BEGIN Given records

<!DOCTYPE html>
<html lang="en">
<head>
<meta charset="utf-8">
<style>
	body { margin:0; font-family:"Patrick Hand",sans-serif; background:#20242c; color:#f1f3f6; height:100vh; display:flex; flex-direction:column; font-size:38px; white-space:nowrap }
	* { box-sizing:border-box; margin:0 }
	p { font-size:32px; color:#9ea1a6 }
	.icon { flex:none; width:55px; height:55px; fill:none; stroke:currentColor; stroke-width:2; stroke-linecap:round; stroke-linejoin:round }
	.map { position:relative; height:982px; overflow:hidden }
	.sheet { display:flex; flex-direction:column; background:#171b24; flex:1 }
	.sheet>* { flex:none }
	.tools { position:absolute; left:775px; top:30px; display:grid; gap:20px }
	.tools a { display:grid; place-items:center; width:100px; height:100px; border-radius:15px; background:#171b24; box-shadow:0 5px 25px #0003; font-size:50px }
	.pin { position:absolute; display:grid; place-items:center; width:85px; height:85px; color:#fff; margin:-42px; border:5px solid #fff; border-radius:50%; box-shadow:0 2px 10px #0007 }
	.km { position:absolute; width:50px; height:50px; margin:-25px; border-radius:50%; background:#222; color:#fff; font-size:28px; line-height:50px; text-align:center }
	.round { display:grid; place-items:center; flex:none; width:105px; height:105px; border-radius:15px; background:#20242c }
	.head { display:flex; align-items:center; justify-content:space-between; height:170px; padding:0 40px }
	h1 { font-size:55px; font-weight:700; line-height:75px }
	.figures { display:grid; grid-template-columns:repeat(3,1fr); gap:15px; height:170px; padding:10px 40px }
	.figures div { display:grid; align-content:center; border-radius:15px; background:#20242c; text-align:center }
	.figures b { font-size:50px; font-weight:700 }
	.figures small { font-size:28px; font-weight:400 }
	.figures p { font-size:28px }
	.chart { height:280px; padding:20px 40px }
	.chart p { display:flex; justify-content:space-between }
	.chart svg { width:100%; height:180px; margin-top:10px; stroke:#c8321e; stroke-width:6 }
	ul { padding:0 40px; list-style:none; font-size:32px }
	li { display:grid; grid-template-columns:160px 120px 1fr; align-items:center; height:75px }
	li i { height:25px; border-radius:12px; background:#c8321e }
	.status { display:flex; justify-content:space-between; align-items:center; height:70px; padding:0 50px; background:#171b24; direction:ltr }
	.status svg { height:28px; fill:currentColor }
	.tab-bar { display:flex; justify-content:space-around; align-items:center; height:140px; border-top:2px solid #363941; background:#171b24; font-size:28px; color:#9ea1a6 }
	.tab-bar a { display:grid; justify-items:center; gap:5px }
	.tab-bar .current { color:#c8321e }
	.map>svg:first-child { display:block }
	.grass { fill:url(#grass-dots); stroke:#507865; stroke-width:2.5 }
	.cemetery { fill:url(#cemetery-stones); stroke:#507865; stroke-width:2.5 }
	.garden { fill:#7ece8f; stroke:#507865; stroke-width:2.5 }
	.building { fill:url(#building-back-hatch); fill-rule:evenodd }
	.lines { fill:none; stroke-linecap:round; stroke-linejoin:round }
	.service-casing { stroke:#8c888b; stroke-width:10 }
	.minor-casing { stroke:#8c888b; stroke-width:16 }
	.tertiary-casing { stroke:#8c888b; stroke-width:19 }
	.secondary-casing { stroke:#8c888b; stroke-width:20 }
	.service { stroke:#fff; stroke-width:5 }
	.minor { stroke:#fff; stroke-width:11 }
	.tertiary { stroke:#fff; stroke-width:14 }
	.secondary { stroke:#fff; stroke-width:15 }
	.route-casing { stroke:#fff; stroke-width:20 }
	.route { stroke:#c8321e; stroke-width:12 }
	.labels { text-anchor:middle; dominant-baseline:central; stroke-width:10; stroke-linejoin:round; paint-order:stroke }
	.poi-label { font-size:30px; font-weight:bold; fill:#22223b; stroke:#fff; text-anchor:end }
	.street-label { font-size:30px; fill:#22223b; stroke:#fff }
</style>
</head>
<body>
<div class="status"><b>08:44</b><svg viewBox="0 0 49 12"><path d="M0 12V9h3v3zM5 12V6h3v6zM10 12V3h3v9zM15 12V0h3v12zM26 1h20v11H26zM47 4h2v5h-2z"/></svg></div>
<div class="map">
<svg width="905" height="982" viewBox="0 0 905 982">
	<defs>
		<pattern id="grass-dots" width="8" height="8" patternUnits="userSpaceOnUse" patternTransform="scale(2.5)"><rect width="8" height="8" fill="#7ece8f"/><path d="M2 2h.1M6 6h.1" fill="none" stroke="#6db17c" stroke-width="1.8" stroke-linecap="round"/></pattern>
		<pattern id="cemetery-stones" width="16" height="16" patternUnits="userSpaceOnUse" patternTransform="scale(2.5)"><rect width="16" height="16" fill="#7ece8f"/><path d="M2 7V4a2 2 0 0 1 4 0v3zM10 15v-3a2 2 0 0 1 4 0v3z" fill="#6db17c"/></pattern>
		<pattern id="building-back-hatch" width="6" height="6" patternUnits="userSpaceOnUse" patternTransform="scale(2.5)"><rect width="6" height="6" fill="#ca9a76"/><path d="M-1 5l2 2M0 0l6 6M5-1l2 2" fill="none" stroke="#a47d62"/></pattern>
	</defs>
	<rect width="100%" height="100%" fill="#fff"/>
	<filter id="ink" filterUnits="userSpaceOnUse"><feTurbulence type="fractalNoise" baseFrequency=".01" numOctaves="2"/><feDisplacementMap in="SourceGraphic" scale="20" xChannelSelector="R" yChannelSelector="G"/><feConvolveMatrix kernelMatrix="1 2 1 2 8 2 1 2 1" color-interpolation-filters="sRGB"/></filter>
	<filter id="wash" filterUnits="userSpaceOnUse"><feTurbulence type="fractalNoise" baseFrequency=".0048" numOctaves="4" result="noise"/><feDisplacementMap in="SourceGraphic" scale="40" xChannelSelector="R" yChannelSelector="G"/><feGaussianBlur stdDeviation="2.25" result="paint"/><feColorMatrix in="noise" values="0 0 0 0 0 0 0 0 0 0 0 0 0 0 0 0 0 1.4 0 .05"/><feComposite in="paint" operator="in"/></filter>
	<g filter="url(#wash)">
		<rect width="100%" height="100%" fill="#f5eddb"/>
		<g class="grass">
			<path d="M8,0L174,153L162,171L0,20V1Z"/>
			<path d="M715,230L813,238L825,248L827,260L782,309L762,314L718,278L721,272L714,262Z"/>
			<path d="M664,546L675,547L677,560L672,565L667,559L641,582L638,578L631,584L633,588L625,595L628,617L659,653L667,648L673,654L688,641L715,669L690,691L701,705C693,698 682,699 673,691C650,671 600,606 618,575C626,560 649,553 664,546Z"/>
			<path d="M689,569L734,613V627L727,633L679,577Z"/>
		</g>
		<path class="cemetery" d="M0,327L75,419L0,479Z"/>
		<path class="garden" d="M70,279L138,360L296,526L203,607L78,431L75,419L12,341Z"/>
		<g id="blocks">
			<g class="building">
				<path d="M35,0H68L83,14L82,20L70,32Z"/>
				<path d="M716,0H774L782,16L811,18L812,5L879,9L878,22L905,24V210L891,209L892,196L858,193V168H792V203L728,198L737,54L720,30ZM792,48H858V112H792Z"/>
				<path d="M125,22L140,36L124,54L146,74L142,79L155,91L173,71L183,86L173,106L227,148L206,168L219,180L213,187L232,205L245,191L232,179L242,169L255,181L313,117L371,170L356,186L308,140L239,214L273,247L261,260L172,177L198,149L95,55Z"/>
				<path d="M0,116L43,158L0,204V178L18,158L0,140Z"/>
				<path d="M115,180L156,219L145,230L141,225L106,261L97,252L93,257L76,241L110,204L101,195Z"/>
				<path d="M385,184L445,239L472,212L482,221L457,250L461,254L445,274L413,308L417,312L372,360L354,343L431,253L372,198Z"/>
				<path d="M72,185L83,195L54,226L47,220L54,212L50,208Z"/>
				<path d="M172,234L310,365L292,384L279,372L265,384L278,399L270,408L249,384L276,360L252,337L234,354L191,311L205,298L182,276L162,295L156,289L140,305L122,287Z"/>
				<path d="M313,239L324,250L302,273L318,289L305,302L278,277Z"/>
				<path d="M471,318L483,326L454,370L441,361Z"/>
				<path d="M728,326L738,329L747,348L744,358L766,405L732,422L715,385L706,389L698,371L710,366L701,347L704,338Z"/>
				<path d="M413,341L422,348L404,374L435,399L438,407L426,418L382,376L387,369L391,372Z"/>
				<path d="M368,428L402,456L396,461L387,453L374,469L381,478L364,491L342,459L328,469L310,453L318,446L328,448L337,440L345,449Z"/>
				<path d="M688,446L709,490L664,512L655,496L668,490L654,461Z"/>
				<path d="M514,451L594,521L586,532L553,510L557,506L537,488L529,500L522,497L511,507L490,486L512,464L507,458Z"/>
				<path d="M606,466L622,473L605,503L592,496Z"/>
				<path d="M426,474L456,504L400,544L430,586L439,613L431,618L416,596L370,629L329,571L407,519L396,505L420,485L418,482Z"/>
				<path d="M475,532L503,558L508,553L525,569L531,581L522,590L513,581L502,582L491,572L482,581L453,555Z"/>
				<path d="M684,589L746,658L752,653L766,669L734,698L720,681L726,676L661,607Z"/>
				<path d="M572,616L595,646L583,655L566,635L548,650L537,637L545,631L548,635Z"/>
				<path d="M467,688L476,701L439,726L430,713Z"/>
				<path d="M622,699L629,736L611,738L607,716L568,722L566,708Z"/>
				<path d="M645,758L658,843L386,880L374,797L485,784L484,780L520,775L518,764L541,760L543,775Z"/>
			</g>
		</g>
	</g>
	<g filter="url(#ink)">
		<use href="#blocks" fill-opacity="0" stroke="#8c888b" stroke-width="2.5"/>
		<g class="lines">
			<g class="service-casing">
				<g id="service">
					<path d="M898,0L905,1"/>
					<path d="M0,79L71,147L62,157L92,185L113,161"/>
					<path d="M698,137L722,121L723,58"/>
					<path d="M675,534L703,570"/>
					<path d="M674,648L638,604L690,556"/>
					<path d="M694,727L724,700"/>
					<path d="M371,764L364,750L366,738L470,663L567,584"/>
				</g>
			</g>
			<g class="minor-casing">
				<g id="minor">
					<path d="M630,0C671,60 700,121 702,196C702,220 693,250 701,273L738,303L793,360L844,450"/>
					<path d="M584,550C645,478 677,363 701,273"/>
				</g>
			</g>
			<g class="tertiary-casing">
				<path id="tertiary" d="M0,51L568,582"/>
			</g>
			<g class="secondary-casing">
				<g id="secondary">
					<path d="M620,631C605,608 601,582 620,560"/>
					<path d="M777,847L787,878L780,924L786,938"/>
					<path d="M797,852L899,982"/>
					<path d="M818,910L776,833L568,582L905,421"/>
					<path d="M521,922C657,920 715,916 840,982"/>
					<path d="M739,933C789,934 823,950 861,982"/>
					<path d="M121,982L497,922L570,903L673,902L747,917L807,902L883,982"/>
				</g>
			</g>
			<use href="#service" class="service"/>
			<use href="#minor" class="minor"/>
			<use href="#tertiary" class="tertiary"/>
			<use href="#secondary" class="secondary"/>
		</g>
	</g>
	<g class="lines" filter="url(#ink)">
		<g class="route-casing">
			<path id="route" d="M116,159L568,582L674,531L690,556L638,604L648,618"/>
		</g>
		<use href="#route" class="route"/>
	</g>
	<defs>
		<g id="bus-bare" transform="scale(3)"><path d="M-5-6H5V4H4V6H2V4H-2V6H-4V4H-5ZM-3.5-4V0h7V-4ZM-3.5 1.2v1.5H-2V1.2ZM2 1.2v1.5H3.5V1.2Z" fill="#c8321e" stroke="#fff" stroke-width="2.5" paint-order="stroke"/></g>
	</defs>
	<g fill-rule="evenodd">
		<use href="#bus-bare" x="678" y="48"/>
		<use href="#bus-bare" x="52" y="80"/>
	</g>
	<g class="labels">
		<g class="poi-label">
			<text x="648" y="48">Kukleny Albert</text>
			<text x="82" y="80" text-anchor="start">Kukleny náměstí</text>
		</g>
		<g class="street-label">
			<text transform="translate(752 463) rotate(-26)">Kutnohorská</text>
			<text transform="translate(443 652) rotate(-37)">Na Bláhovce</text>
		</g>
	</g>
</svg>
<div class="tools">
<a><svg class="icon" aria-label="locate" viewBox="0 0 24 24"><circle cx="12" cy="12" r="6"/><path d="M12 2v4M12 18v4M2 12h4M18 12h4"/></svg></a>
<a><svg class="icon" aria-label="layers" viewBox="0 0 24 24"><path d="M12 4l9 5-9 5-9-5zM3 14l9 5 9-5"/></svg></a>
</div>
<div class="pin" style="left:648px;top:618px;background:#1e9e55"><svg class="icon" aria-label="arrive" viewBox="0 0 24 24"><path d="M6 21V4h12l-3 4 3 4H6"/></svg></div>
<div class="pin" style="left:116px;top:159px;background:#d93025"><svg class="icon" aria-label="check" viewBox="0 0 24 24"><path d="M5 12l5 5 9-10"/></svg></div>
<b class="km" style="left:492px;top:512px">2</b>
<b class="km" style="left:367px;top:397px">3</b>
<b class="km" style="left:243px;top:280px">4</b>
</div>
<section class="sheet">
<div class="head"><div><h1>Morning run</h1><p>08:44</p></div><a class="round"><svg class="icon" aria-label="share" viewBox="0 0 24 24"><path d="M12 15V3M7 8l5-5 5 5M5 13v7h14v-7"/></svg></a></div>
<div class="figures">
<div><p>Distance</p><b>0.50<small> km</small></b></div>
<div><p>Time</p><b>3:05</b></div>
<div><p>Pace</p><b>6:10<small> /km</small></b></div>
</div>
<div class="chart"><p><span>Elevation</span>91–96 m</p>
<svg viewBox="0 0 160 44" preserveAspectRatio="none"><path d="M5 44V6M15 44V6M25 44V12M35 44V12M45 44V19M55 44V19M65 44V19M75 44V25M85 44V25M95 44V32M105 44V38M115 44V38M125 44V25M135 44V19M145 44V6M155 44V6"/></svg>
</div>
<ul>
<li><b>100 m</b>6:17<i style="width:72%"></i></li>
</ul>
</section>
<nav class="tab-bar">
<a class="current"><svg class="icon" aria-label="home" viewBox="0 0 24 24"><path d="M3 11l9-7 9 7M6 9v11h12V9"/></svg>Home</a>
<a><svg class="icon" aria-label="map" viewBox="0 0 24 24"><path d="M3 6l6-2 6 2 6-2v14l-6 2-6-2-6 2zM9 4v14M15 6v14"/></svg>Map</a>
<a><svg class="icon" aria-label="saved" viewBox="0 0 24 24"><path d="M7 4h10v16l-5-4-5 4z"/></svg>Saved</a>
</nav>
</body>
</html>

END Given records

**Work order:** Look through the records above and please copy every line in which the string "tools" occurs.

**Answer to this exercise:**
	.tools { position:absolute; left:775px; top:30px; display:grid; gap:20px }
	.tools a { display:grid; place-items:center; width:100px; height:100px; border-radius:15px; background:#171b24; box-shadow:0 5px 25px #0003; font-size:50px }
<div class="tools">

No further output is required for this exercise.